The SSL policy named ELBSecurityPolicy-TLS13-1-2-2021-06 determines which versions of SSL the load balancer will support or allow, so if you have problems with older browsers or API callers you may need to adjust that. For example, if you have Windows 2012 servers that need to connect, you will need to leave some older protocols enabled.

Security Groups

Nearly every resource in AWS comes with a security group, which is basically a tiny firewall surrounding the resource. While security groups can include IPs directly, they commonly reference other security groups - this automatically expands to include the IP address of any resource that has that security groups. This lets you reference things like containers that don't have fixed IP addresses.

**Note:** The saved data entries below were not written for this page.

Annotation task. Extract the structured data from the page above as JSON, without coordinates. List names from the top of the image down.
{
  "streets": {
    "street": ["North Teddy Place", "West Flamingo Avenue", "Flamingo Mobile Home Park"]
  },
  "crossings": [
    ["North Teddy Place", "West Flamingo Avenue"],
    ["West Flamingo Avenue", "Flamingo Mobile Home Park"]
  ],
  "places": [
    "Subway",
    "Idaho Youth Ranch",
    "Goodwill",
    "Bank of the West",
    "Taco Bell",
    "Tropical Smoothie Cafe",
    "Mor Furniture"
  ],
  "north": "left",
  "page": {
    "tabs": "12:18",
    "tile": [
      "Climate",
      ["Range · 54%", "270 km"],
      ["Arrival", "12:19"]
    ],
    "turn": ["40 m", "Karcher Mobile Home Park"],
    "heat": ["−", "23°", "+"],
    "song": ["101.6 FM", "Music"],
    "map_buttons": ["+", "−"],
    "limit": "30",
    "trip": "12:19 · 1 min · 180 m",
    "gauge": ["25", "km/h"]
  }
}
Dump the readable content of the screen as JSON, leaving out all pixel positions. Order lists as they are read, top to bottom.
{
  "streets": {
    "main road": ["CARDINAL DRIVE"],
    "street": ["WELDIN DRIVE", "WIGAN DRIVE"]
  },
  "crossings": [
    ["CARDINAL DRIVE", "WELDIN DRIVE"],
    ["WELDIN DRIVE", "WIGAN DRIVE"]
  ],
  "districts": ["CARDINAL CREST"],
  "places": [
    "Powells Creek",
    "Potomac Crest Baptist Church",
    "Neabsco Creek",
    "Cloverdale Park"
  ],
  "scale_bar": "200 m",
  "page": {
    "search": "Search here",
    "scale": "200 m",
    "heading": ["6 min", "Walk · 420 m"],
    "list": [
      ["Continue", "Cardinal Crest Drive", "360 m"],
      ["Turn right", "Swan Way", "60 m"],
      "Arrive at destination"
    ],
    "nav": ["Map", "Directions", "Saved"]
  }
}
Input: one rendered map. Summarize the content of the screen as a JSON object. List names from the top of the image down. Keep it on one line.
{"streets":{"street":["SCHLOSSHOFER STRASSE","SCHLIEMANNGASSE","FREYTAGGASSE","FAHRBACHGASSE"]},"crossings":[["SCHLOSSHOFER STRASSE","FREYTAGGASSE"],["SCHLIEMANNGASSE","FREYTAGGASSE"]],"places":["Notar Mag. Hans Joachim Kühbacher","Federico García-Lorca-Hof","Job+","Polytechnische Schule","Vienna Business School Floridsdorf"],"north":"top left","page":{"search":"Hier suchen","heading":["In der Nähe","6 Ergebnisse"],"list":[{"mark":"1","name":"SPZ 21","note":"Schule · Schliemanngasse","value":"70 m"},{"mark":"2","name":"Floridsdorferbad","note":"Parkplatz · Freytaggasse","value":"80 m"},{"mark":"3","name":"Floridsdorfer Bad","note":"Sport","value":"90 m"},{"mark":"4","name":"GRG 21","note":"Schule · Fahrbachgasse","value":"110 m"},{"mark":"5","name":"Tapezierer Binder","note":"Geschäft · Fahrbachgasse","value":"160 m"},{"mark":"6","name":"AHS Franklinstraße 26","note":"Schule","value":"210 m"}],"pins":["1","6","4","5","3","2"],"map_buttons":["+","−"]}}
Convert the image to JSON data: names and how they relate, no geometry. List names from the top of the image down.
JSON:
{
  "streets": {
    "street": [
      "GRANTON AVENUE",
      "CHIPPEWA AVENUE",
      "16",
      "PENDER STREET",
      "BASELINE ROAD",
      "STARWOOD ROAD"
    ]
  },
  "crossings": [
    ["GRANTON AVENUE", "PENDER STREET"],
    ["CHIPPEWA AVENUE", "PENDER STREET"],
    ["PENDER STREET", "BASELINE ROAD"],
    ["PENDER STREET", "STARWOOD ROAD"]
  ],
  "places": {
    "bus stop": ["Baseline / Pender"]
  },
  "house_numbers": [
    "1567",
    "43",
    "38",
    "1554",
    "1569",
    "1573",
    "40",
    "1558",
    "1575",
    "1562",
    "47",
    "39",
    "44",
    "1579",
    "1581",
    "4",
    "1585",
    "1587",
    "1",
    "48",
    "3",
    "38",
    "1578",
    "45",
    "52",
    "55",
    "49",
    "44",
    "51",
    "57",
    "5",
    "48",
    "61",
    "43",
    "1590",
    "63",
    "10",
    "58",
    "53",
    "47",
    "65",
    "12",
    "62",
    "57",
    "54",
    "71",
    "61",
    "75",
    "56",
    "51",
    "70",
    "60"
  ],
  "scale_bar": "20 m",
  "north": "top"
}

Load Balancer Security Group

We want the load balancer to be able to receive traffic from anywhere, so this container allows inbound traffic to port 80 and 443. It also allows outbound traffic to port 8080 to allow it to talk to the containers.

  LoadBalancerSecurityGroup:
    Type: AWS::EC2::SecurityGroup
    Properties:
      GroupName: !Join ['-', [!Ref ApplicationCode, lb]]
      GroupDescription: !Join ['-', [!Ref ApplicationCode, lb]]
      VpcId: !Ref VPC
      SecurityGroupIngress:
        - IpProtocol: tcp
          FromPort: 80
          ToPort: 80
          CidrIp: 0.0.0.0/0
        - IpProtocol: tcp
          FromPort: 443
          ToPort: 443
          CidrIp: 0.0.0.0/0
      SecurityGroupEgress:
        - IpProtocol: tcp
          FromPort: 8080
          ToPort: 8080
          CidrIp: 0.0.0.0/0

Application Security Group

The application security group is used to control traffic from the application container itself - your running code. This version only allows in traffic on port 8080 from the load balancer. Outgoing access is left open so the application can reach out to whatever it wants, but this could easily be limited to only allow specific traffic, for example to a database instance.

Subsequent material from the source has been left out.